Your objective:
Look through the data below and, wherever a line carries the word "stop", please copy that line.

Raw data:
* * * *

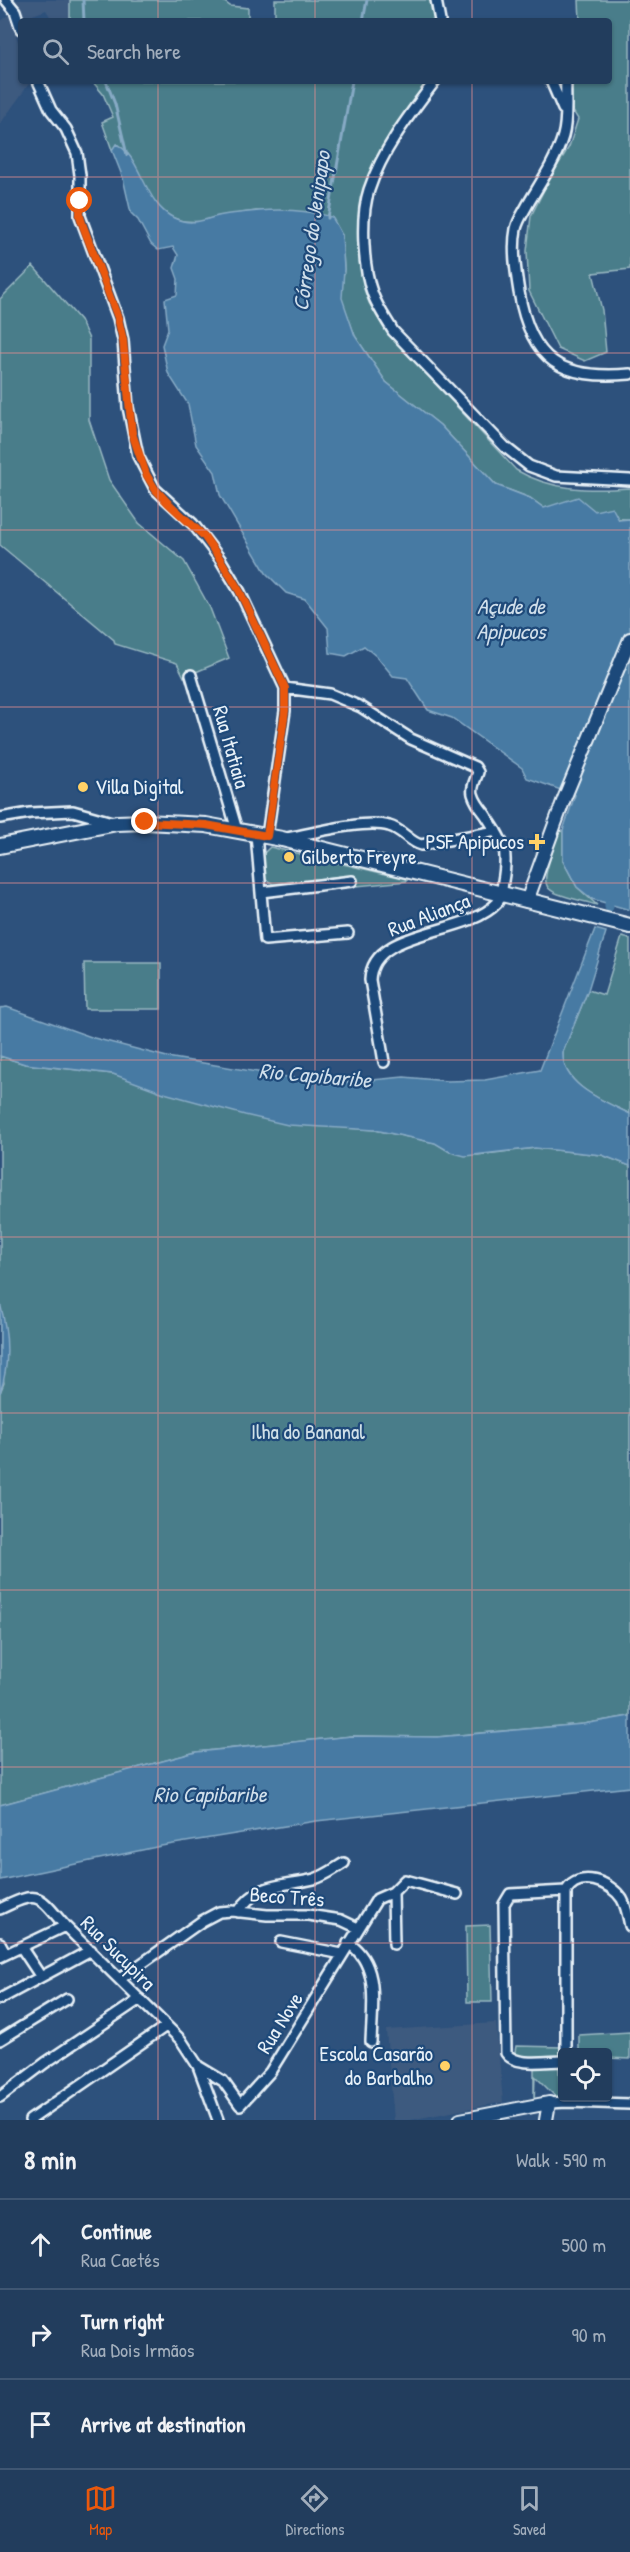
<!DOCTYPE html>
<meta charset="utf-8">
<style>
body{margin:0;font-family:"Patrick Hand",sans-serif;background:#2e4866;color:#f1f3f6}
.controls{position:absolute;right:18px;bottom:18px;display:grid;overflow:hidden;border-radius:6px;box-shadow:0 2px 4px #0004}
.controls button{width:54px;height:54px;display:grid;place-items:center;padding:0;border:0;border-bottom:2px solid #3f5672;background:#223d5d;color:#f1f3f6;font:30px sans-serif}
.stop{position:absolute;width:18px;height:18px;margin:-14px;border:4px solid #ea580c;border-radius:50%;background:#fff}
.stop.end{background:#ea580c;border-color:#fff;box-shadow:0 2px 6px #0008}
.list{margin:0;padding:0;list-style:none}
h2{display:flex;justify-content:space-between;align-items:center;height:78px;margin:0;padding:0 24px;font-size:26px}
h2 small{font-size:20px;font-weight:400;color:#a2aebc}
.list li{display:grid;grid-template-columns:39px 1fr auto;gap:18px;align-items:center;box-sizing:border-box;height:90px;padding:0 24px;border-top:2px solid #3f5672}
.list b{display:block;font-size:22px;white-space:nowrap}
.list p{margin:0;font-size:20px;white-space:nowrap;color:#a2aebc}
.list em{font-size:20px;font-style:normal;color:#a2aebc}
.icon{flex:none;width:33px;height:33px;fill:none;stroke:currentColor;stroke-width:2;stroke-linecap:round;stroke-linejoin:round}
.map{position:relative;flex:none;width:630px;height:2120px;overflow:hidden}
.search{position:absolute;background:#223d5d;box-shadow:0 2px 4px #0004;left:18px;right:18px;top:18px;height:66px;display:flex;align-items:center;gap:15px;box-sizing:border-box;padding:0 21px;border-radius:6px;color:#a2aebc;font-size:22px}
.sheet{height:348px;background:#223d5d}
nav{display:flex;justify-content:space-around;align-items:center;box-sizing:border-box;height:84px;border-top:2px solid #3f5672;background:#223d5d;font-size:16px;color:#a2aebc}
nav a{display:grid;justify-items:center;gap:3px}
nav .on{color:#ea580c}
.map>svg:first-child{display:block}
</style>
<div class="map">
<svg width="630" height="2120" viewBox="0 0 630 2120">
<rect width="100%" height="100%" fill="#2d517c"/>
<filter id="ink" filterUnits="userSpaceOnUse"><feTurbulence type="fractalNoise" baseFrequency=".0167" numOctaves="2"/><feDisplacementMap in="SourceGraphic" scale="12" xChannelSelector="R" yChannelSelector="G"/><feConvolveMatrix kernelMatrix="1 2 1 2 8 2 1 2 1" color-interpolation-filters="sRGB"/></filter>
<g filter="url(#ink)">
<path fill="#3e5a7f" d="M 16,0 L 70,0 L 72,21 L 53,21 L 46,10 L 25,18 Z
M 9,15 L 21,50 L 21,81 L 31,81 L 0,124 L 0,22 Z
M 496,2023 L 503,2102 L 410,2120 L 394,2120 L 386,2030 Z"/>
<path fill="#497d8a" stroke="#98b7c1" stroke-width="1.5" d="M 70,0 L 222,0 L 230,6 L 248,8 L 248,21 L 70,21 Z
M 275,0 L 432,0 L 434,21 L 275,21 Z
M 579,0 L 630,0 L 630,269 L 593,273 L 602,310 L 606,352 L 585,361 L 558,349 L 529,291 L 527,251 L 531,216 L 550,178 L 569,147 L 578,119 L 554,81 L 609,81 L 609,21 L 580,21 Z
M 92,81 L 428,81 L 378,157 L 365,185 L 362,224 L 364,289 L 369,303 L 386,331 L 516,470 C 552,491 590,491 630,488 L 630,519 C 600,521 580,499 544,508 L 530,498 L 496,485 L 440,425 L 386,382 L 355,336 L 341,298 L 344,269 L 342,235 L 307,213 L 256,211 L 214,217 L 204,222 L 182,221 L 171,217 L 154,203 L 130,157 L 117,144 L 112,150 L 102,122 L 113,117 L 103,94 Z
M 33,266 L 80,320 L 89,339 L 89,420 L 109,480 L 139,523 L 184,561 L 210,608 L 229,658 L 184,677 L 177,663 L 115,644 L 114,640 L 0,545 L 0,299 Z
M 563,830 L 563,861 L 577,887 L 597,905 C 535,888 539,895 558,834 Z
M 270,847 L 407,879 L 407,881 L 357,886 L 356,877 L 352,875 L 273,884 L 265,879 L 260,857 Z
M 622,937 L 630,939 L 630,1114 C 604,1101 561,1085 563,1052 L 588,990 L 604,995 Z
M 84,963 L 161,963 L 161,1009 L 85,1009 Z
M 0,1056 L 25,1064 L 113,1074 L 347,1128 L 375,1130 L 436,1143 L 450,1152 L 478,1155 L 535,1148 L 602,1155 L 630,1166 L 630,1716 L 583,1724 L 437,1737 L 352,1736 L 196,1752 L 0,1805 L 0,1393 L 4,1383 L 0,1362 Z
M 490,1925 L 492,2002 L 467,2002 L 466,1926 Z
M 630,2032 L 630,2059 L 608,2058 L 608,2052 L 579,2052 L 579,2035 Z
M 516,2046 L 562,2047 L 560,2057 L 514,2057 Z
M 558,2060 L 561,2102 L 535,2076 L 534,2105 L 534,2061 Z"/>
<path fill="#467aa3" stroke="#87aac5" stroke-width="1.5" d="M 116,144 C 141,155 144,204 174,218 C 194,227 205,218 223,215 C 234,213 247,212 259,211 C 282,209 310,211 332,217 L 342,235 L 344,269 L 342,298 L 355,336 L 386,382 L 440,425 L 496,485 L 530,498 L 544,508 L 578,497 L 595,511 L 612,507 L 619,520 L 630,519 L 630,910 L 592,899 L 577,887 L 563,861 L 563,830 L 575,795 L 527,778 L 522,768 L 452,718 L 428,710 L 407,678 L 393,676 L 377,657 L 364,646 L 346,656 L 330,653 L 328,628 L 305,599 L 286,593 L 266,573 L 220,495 L 215,472 L 196,445 L 188,404 L 168,373 L 162,345 L 168,329 L 165,299 L 177,295 L 178,279 L 174,268 L 178,255 L 173,247 L 158,250 L 151,244 L 138,220 L 131,213 L 123,178 L 112,150 Z
M 595,929 L 606,932 L 588,990 L 563,1052 C 561,1085 604,1101 630,1114 L 630,1166 L 602,1155 L 535,1148 L 465,1156 L 450,1152 L 435,1143 L 375,1130 L 288,1125 L 245,1115 L 164,1093 L 113,1074 L 25,1064 L 0,1056 L 0,1008 L 7,1007 L 94,1038 L 167,1057 L 329,1084 L 404,1077 L 447,1081 L 485,1080 L 540,1070 Z
M 0,1303 C 8,1332 10,1364 0,1393 Z
M 630,1716 L 630,1787 L 316,1821 L 161,1846 L 0,1880 L 0,1805 L 196,1752 L 352,1736 L 437,1737 L 583,1724 Z"/>
<g fill="none" stroke-linecap="round" stroke-linejoin="round">
<path stroke="#87aac5" stroke-width="3" d="M 83,0 L 84,21
M 363,21 L 367,0
M 106,81 L 115,104 L 127,155
M 328,218 L 352,81"/>
<path stroke="#467aa3" stroke-width="9" d="M 609,904 L 609,907"/>
<defs>
<path id="minor" d="M 6,0 L 15,11 L 21,29
M 436,0 L 440,21
M 38,81 L 51,110 L 66,129 L 77,153 L 80,175 L 80,216 L 118,318 L 123,340 L 128,407 L 138,456 L 155,489 L 193,524 L 220,559 L 240,592 L 285,688 L 285,711 L 267,836
M 435,81 C 410,114 382,150 369,190 C 360,217 363,269 373,295 C 378,308 386,319 393,331 L 505,447 L 529,466 L 556,476 L 630,480
M 551,81 L 563,109
M 566,81 C 565,98 568,119 563,136 C 556,160 541,182 528,204 C 524,212 518,220 516,229 C 512,249 516,273 519,292 C 531,362 562,380 630,374
M 191,675 L 237,830
M 285,688 L 330,694 L 361,707 L 411,739 L 475,767 L 478,772 C 476,779 471,787 473,794 C 475,801 480,808 485,814 C 503,842 509,847 503,881 C 502,889 502,897 497,903 C 466,937 372,927 370,980 L 384,1062
M 0,818 L 30,813 L 73,811 L 112,822
M 256,834 L 265,940 L 348,933
M 287,838 C 313,833 366,819 389,826 C 402,829 409,842 421,845 L 496,831
M 262,892 L 352,881
M 566,1891 C 579,1870 610,1881 622,1899 C 627,1908 628,1917 630,1926
M 393,1892 L 394,1944
M 0,1909 C 39,1890 38,1894 65,1926 L 181,2040 L 198,2066 L 218,2120
M 238,1912 C 259,1881 282,1887 314,1879 C 325,1876 334,1869 344,1863
M 281,1942 L 342,1954
M 0,1943 L 6,1954
M 348,1943 C 381,1964 372,2008 371,2042
M 21,1947 L 41,1977
M 0,1957 L 65,1926
M 120,1979 L 202,1921 L 219,1912 L 232,1911 L 267,1915 L 308,1915 L 341,1920 L 358,1928
M 0,1999 L 91,1950
M 0,2040 L 67,1999
M 566,2052 L 566,1891
M 562,2061 C 548,2061 515,2067 506,2053 L 504,1904 L 510,1894 L 566,1891
M 198,2066 L 223,2081 L 240,2105 L 270,2072 L 377,1899 L 393,1892 L 405,1880 L 457,1894
M 0,2097 L 45,2063 L 140,1999
M 549,2103 L 567,2102 L 630,2104
M 30,2120 L 166,2026"/>
<path id="tertiary" d="M 527,901 L 564,799 L 630,639
M 460,2120 L 549,2103 L 546,2120"/>
<path id="secondary" d="M 0,846 L 117,823 L 145,822 L 206,825 L 282,839 L 630,926"/>
</defs>
<use href="#minor" stroke="#e8f1f8" stroke-width="14"/>
<use href="#tertiary" stroke="#e8f1f8" stroke-width="16"/>
<use href="#secondary" stroke="#e8f1f8" stroke-width="18"/>
<use href="#minor" stroke="#1f4a7a" stroke-width="9"/>
<use href="#tertiary" stroke="#1f4a7a" stroke-width="12"/>
<use href="#secondary" stroke="#1f4a7a" stroke-width="14"/>
</g>
</g>
<g fill="none" stroke-linecap="round" stroke-linejoin="round" filter="url(#ink)">
<path stroke="#ea580c" stroke-width="8" d="M 80,201 L 80,216 L 83,226 L 118,318 L 123,340 L 132,433 L 146,474 L 155,489 L 168,503 L 204,536 L 220,559 L 240,592 L 285,688 L 285,711 L 267,836 L 206,825 L 145,822"/>
</g>
<path fill="none" stroke="#df8c90" stroke-width="1.5" stroke-opacity="0.55" d="M 158,0 L 158,21M 315,0 L 315,21M 472,0 L 472,21M 158,81 L 158,2120M 315,81 L 315,2120M 472,81 L 472,2120M 0,177 L 630,177M 0,353 L 630,353M 0,530 L 630,530M 0,707 L 630,707M 0,883 L 630,883M 0,1060 L 630,1060M 0,1237 L 630,1237M 0,1413 L 630,1413M 0,1590 L 630,1590M 0,1767 L 630,1767M 0,1943 L 630,1943"/>
<g fill="#ffd166" stroke="#1f4a7a" stroke-width="2">
<circle cx="83" cy="787" r="6"/>
<path d="M534 833h6v6h6v6h-6v6h-6v-6h-6v-6h6z"/>
<circle cx="289" cy="857" r="6"/>
<circle cx="445" cy="2066" r="6"/>
</g>
<g text-anchor="middle" stroke-width="4.5" stroke-linejoin="round" paint-order="stroke">
<g font-size="21" fill="#e8f1f8" stroke="#1f4a7a">
<text transform="translate(231 747) rotate(74)" y="7">Rua Itatiaia</text>
<text transform="translate(429 915) rotate(-21)" y="7">Rua Aliança</text>
<text transform="translate(287 1897) rotate(4)" y="7">Beco Três</text>
<text transform="translate(118 1953) rotate(45)" y="7">Rua Sucupira</text>
<text transform="translate(280 2023) rotate(-58)" y="7">Rua Nove</text>
</g>
<g font-size="21" fill="#e8f1f8" stroke="#1f4a7a" text-anchor="start">
<text x="95" y="794">Villa Digital</text>
<text x="524" y="849" text-anchor="end">PSF Apipucos</text>
<text x="301" y="864">Gilberto Freyre</text>
<text x="433" y="2061" text-anchor="end">Escola Casarão<tspan x="433" dy="24">do Barbalho</tspan></text>
</g>
<g font-size="21" fill="#d0e0e8" stroke="#1f4a7a">
<text x="308" y="1439">Ilha do Bananal</text>
</g>
<g font-size="22" font-style="italic" fill="#d0dfeb" stroke="#1f4a7a">
<text transform="translate(311 231) rotate(-82)" y="8">Córrego do Jenipapo</text>
<text x="511" y="614">Açude de<tspan x="511" dy="25">Apipucos</tspan></text>
<text transform="translate(315 1075) rotate(5)" y="8">Rio Capibaribe</text>
<text x="210" y="1802">Rio Capibaribe</text>
</g>
</g>
</svg>
<div class="controls">
<button><svg class="icon" aria-label="locate" viewBox="0 0 24 24"><circle cx="12" cy="12" r="6"/><path d="M12 2v4M12 18v4M2 12h4M18 12h4"/></svg></button>
</div>
<div class="stop" style="left:80px;top:201px"></div>
<div class="stop end" style="left:145px;top:822px"></div>
<div class="search"><svg class="icon" aria-label="search" viewBox="0 0 24 24"><circle cx="10" cy="10" r="6"/><path d="M15 15l6 6"/></svg>Search here</div>
</div>
<section class="sheet">
<h2>8 min<small>Walk · 590 m</small></h2>
<ul class="list">
<li><svg class="icon" aria-label="ahead" viewBox="0 0 24 24"><path d="M12 20V5M6 11l6-6 6 6"/></svg><div><b>Continue</b><p>Rua Caetés</p></div><em>500 m</em></li>
<li><svg class="icon" aria-label="right" viewBox="0 0 24 24"><path d="M7 20v-9h11M14 6l5 5-5 5"/></svg><div><b>Turn right</b><p>Rua Dois Irmãos</p></div><em>90 m</em></li>
<li><svg class="icon" aria-label="arrive" viewBox="0 0 24 24"><path d="M6 21V4h12l-3 4 3 4H6"/></svg><div><b>Arrive at destination</b></div></li>
</ul>
</section>
<nav>
<a class="on"><svg class="icon" aria-label="map" viewBox="0 0 24 24"><path d="M3 6l6-2 6 2 6-2v14l-6 2-6-2-6 2zM9 4v14M15 6v14"/></svg>Map</a>
<a><svg class="icon" aria-label="directions" viewBox="0 0 24 24"><path d="M12 3l9 9-9 9-9-9zM9 14v-3h6M13 9l2 2-2 2"/></svg>Directions</a>
<a><svg class="icon" aria-label="saved" viewBox="0 0 24 24"><path d="M7 4h10v16l-5-4-5 4z"/></svg>Saved</a>
</nav>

* * * *

Result of this exercise:
.stop{position:absolute;width:18px;height:18px;margin:-14px;border:4px solid #ea580c;border-radius:50%;background:#fff}
.stop.end{background:#ea580c;border-color:#fff;box-shadow:0 2px 6px #0008}
<div class="stop" style="left:80px;top:201px"></div>
<div class="stop end" style="left:145px;top:822px"></div>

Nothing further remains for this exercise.